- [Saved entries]
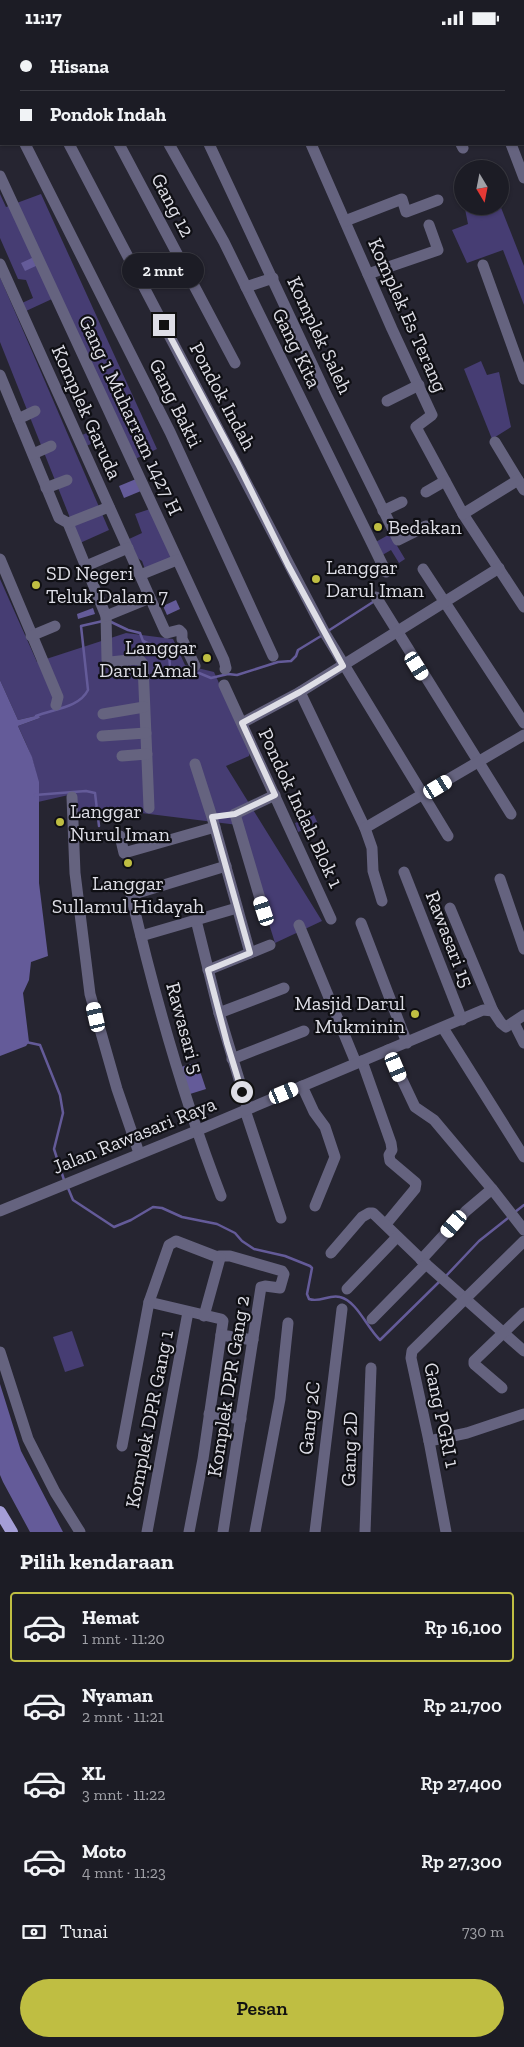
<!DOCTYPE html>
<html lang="id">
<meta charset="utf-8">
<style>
:root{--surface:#1c1c25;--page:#25252d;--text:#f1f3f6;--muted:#a0a1a7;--line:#3a3a42;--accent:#bfbe42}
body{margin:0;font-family:"Zilla Slab",serif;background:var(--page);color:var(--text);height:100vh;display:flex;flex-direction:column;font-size:19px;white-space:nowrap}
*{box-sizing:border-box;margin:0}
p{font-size:16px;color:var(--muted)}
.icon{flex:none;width:28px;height:28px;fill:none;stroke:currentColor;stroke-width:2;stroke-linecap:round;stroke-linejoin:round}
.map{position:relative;height:1497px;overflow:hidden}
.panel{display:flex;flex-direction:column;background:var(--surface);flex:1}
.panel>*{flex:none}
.guide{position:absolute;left:0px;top:0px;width:525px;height:110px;box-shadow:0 1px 4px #0004,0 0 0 1px var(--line);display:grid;align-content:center;height:110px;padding:0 20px;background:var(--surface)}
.needle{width:32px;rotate:170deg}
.tools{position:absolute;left:454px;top:125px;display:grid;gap:10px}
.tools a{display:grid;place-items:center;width:55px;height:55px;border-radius:50%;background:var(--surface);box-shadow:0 1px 4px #0004,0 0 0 1px var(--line);font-size:25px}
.end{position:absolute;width:22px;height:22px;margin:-11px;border:6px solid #dedee6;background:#111;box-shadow:0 0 0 2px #111}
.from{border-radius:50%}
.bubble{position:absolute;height:35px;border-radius:18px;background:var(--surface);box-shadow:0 1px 4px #0004,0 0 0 1px var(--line);font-size:16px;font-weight:600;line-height:35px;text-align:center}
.car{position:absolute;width:15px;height:30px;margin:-15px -8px;border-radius:6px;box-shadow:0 0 4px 1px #0007;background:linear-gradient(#fff 24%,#345 0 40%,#fff 0 76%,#345 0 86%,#fff 0)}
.guide b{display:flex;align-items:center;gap:18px;height:48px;font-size:19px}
.guide b+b{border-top:1px solid var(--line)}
.guide i{width:12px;height:12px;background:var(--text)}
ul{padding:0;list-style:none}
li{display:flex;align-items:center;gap:15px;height:70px;margin:0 10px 8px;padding:0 10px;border:2px solid transparent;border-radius:5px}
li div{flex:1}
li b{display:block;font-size:19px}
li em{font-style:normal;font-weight:600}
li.selected{border-color:var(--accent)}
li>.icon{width:45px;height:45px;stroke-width:1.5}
h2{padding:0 20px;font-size:22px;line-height:60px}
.pay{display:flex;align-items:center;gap:12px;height:55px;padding:0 20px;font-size:19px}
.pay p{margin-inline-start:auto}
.cta{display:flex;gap:10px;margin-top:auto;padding:10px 20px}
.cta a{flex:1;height:58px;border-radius:30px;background:var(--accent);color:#111;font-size:20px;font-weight:600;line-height:58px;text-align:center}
.status{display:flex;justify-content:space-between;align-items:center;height:35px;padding:0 25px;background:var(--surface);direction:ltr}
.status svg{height:14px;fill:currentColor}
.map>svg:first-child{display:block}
</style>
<div class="status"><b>11:17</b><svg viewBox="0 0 49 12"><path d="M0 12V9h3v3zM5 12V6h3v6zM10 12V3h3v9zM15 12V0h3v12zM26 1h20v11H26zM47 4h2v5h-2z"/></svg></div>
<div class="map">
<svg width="524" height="1497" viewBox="0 0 524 1497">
<rect width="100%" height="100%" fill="#262531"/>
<g fill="#463d73">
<path d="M0 159 6 172 41 159 157 414 135 424 52 264 26 276 22 268 33 263 26 245 18 244 0 203Z"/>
<path d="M500 170 524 231V270L503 215 467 228 452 195 468 189 465 174 475 171Z"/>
<path d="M0 242 109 495 80 508 0 307Z"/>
<path d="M481 326 487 340 499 337 511 392 492 404 464 334Z"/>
<path d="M96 394 101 405 86 411 82 400Z"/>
<path d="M150 474 173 523 146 537 142 526 136 522 129 504 142 498 135 479Z"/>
<path d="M390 499 405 524 399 528 391 515 379 522 372 509Z"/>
<path d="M0 544 37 627 126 598 173 604 185 630 214 637 250 717 249 721 226 731 322 886 275 908 238 790 117 775 75 781 73 759 38 767C39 735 31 719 18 691L40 683 39 680 18 685 0 645Z"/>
<path d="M314 780 318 789 298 797 295 788Z"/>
<path d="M72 1296 84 1331 65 1337 53 1302Z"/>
</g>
<g fill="#645b99">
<path d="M34 222 38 230 25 236 21 228Z"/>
<path d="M136 444 141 456 124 463 119 451Z"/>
<path d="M176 565 180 574 167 580 163 571Z"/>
<path d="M93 573 95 579 78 584 77 579Z"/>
<path d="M0 645 18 685 39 680 40 683 18 691 32 722 39 747V848L48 921 31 927 29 945 23 958 29 1007 26 1011 0 1021Z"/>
<path d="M197 1027 206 1054 190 1059 181 1032Z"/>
<path d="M0 1349 21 1416 63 1497H30L3 1447 0 1440Z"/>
</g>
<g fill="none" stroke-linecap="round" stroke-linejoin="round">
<g stroke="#645b99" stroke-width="2.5">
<path d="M109 586 128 595 140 598 143 606 169 618 170 632 174 640 187 643 199 638 211 643 228 639 237 640 278 627 291 626 296 621 298 615 321 601"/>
<path d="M328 596 373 567"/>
<path d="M36 681C53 674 79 673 88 655L81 591 103 586"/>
<path d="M35 760 86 756 95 758 99 791"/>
<path d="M26 1007 40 1010 60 1060 63 1078 54 1114 64 1145"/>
<path d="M68 1153 73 1165 114 1192 131 1185 153 1172 162 1173 182 1182 217 1189 235 1198 242 1206 254 1214 285 1221 310 1231 312 1233 307 1259 309 1264C320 1268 329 1259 340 1262 357 1266 367 1293 380 1305L439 1247"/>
<path d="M515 1177 524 1170"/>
<path d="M445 1242 479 1206 508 1183"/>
</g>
<g stroke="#65637f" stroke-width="11">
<path d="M104 0 105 1"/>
<path d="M262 0 263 1"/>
<path d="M469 0 470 1"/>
<path d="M519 0V1"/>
<path d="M443 1 447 0"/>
<path d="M25 109 170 397 273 621"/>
<path d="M69 109 326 600 448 801"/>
<path d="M119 109 235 328"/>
<path d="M169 109 224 207 386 537"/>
<path d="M209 109 327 361 398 505 426 491"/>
<path d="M311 109 392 294 432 380 416 392 463 479 524 572"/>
<path d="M461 109 463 113"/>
<path d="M511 109 524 143"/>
<path d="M0 141 224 625 226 633 225 634"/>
<path d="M345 186 402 164 406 177 438 165"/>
<path d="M0 229 165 596 167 598 179 595 182 598V604L195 631"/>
<path d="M483 230 524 344"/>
<path d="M368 239 438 215 429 190"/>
<path d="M246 252 273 243"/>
<path d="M0 340 59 483 68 488 106 581 107 625 110 627 139 624 143 629 149 773"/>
<path d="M387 366 419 350"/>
<path d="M18 384 35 376"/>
<path d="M495 407 524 455"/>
<path d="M33 419 51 411"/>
<path d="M46 453 67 445"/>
<path d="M426 457 445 446"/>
<path d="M383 476 402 467"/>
<path d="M463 479 518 445"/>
<path d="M68 488 109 472"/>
<path d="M0 524 58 662 56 670"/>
<path d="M86 531 128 513"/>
<path d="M423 534 524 688"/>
<path d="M140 540 177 525"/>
<path d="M376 562 511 779"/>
<path d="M106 581 150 563"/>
<path d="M31 601 55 591"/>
<path d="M224 650 331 884"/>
<path d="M300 657 365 793 372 813 373 836 382 866"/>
<path d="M103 679 144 672"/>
<path d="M242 688 300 657 499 533"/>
<path d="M102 701 146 698"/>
<path d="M122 721 147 719"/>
<path d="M195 729 212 782 250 918"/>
<path d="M72 762 75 838 90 959 117 1054 139 1118"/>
<path d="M365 793 524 700"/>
<path d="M120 801 124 818 215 792"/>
<path d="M404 837 462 985"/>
<path d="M500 844 524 914"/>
<path d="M450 873 493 976 501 988 506 992 524 980"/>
<path d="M264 877 235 779 275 760"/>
<path d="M196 885 219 978 248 1074"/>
<path d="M361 888 407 1008"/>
<path d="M299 890 356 1028"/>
<path d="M141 901 237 873"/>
<path d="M208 935 270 910"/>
<path d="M219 978 284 953"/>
<path d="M514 988 524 1008"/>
<path d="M443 993 524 1122"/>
<path d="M388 1015 415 1072 434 1085 492 1154 524 1195"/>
<path d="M232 1024 304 996"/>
<path d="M362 1026 391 1108 392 1115 389 1120 390 1126 416 1148 415 1154 386 1189"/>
<path d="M302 1051 314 1077 325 1092 335 1122 315 1171"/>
<path d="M245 1075 281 1183"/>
<path d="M221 1161C183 1063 155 963 131 860L226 831"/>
<path d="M0 1176 196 1096 483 975 493 976"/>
<path d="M331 1218 362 1182 369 1178H373L426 1229 524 1316"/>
<path d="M219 1221H230L282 1236 284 1239 280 1253 265 1251 261 1252 223 1497"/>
<path d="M421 1225 466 1176 492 1154"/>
<path d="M347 1254 397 1202"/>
<path d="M149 1267 221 1284 223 1286 203 1424 189 1497"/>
<path d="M372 1284 426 1229"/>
<path d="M221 1300 253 1305"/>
<path d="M0 1317 28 1404 55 1457 80 1497"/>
<path d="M502 1353 474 1329V1326L524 1278"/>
<path d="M209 1379 241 1384"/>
<path d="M429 1406 467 1398 524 1379"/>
<path d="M122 1411 149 1267 169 1210 176 1206 220 1223 204 1281"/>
<path d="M147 1497 188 1277"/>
<path d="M255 1497 280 1364 288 1288"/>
<path d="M315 1497 342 1274"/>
<path d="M365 1497 371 1333"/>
<path d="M446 1497 429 1406 411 1323 412 1316 524 1206"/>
</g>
<path stroke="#a49ed7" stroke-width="12" d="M0 1477 12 1497"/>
<g stroke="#bdb5fb" stroke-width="15">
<path d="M190 1 193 0"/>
<path d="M0 83 1 82"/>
</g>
</g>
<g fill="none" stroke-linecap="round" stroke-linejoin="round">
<path stroke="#dedee6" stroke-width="6" d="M164 290 238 429 288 530 343 631 300 657 242 688 275 760 235 779 212 782 250 918 208 935 227 1008 242 1057"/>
</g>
<g fill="#bfbe42" stroke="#0f0f14" stroke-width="2">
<circle cx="378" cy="492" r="5"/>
<circle cx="316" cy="544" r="5"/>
<circle cx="36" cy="550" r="5"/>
<circle cx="207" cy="623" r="5"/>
<circle cx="60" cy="787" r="5"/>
<circle cx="128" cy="828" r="5"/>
<circle cx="415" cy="979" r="5"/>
</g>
<g text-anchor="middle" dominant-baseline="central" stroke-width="4.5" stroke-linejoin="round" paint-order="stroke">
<g font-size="20" fill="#dedee6" stroke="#0f0f14">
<text transform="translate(173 170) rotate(62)">Gang 12</text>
<text transform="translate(408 280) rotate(66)">Komplek Es Terang</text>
<text transform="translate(320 300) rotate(65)">Komplek Saleh</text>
<text transform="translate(297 313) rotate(64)">Gang Kita</text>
<text transform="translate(223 361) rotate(62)">Pondok Indah</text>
<text transform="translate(176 368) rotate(64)">Gang Bakti</text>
<text transform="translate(87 377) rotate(66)">Komplek Garuda</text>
<text transform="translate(131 380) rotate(65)">Gang 1 Muharram 1427 H</text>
<text transform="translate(301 773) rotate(65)">Pondok Indah Blok 1</text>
<text transform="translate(450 904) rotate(69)">Rawasari 15</text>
<text transform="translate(185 993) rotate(75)">Rawasari 5</text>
<text transform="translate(134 1100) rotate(-22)">Jalan Rawasari Raya</text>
<text transform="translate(228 1351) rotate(-81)">Komplek DPR Gang 2</text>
<text transform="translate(442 1380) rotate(78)">Gang PGRI 1</text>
<text transform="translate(309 1383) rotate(-84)">Gang 2C</text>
<text transform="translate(149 1384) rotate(-79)">Komplek DPR Gang 1</text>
<text transform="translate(349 1414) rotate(-88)">Gang 2D</text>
</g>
<g font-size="20" fill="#dedee6" stroke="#0f0f14" text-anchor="start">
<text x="388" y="492">Bedakan</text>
<text x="326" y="532">Langgar<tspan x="326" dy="23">Darul Iman</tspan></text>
<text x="46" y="538">SD Negeri<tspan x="46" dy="23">Teluk Dalam 7</tspan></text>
<text x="197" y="612" text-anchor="end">Langgar<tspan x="197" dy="23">Darul Amal</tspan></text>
<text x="70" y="776">Langgar<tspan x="70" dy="23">Nurul Iman</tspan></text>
<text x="128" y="848" text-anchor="middle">Langgar<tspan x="128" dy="23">Sullamul Hidayah</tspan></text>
<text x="405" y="968" text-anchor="end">Masjid Darul<tspan x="405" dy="23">Mukminin</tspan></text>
</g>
</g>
</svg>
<div class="tools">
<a><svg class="needle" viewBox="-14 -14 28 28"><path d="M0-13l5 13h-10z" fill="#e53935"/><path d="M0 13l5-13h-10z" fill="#a0a1a7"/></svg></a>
</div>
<i class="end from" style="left:242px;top:1057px"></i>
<i class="end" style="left:164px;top:290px"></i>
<div class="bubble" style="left:122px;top:218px;width:82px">2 mnt</div>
<i class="car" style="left:417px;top:631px;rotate:148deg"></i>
<i class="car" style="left:438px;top:752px;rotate:59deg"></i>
<i class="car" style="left:264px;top:876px;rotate:342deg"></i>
<i class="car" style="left:96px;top:982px;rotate:347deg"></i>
<i class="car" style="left:396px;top:1032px;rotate:157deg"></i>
<i class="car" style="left:284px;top:1058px;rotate:67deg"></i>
<i class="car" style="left:454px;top:1189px;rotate:221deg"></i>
<div class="guide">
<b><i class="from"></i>Hisana</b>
<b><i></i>Pondok Indah</b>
</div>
</div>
<section class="panel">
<h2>Pilih kendaraan</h2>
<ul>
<li class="selected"><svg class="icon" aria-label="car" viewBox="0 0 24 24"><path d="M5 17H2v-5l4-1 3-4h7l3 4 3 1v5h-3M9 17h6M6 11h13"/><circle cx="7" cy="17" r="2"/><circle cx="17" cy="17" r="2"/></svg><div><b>Hemat</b><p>1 mnt · 11:20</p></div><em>Rp 16,100</em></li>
<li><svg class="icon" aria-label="car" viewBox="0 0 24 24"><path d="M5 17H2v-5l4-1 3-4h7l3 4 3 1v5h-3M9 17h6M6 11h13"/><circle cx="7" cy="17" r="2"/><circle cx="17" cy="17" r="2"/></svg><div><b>Nyaman</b><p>2 mnt · 11:21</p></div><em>Rp 21,700</em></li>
<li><svg class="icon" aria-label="car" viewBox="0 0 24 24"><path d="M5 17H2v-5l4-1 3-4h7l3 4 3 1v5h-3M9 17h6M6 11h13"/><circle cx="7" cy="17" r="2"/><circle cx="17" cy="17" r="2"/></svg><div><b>XL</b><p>3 mnt · 11:22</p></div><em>Rp 27,400</em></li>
<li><svg class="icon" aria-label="car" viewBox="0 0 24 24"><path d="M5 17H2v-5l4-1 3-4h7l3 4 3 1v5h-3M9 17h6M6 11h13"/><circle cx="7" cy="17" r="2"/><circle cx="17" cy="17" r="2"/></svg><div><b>Moto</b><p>4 mnt · 11:23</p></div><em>Rp 27,300</em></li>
</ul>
<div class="pay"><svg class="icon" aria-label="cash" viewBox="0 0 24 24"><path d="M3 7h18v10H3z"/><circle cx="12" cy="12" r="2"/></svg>Tunai<p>730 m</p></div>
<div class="cta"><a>Pesan</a></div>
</section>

- [What you will do]
How many lines in the data contain the string "grid"? Respond with the number only.

- [Result below]
3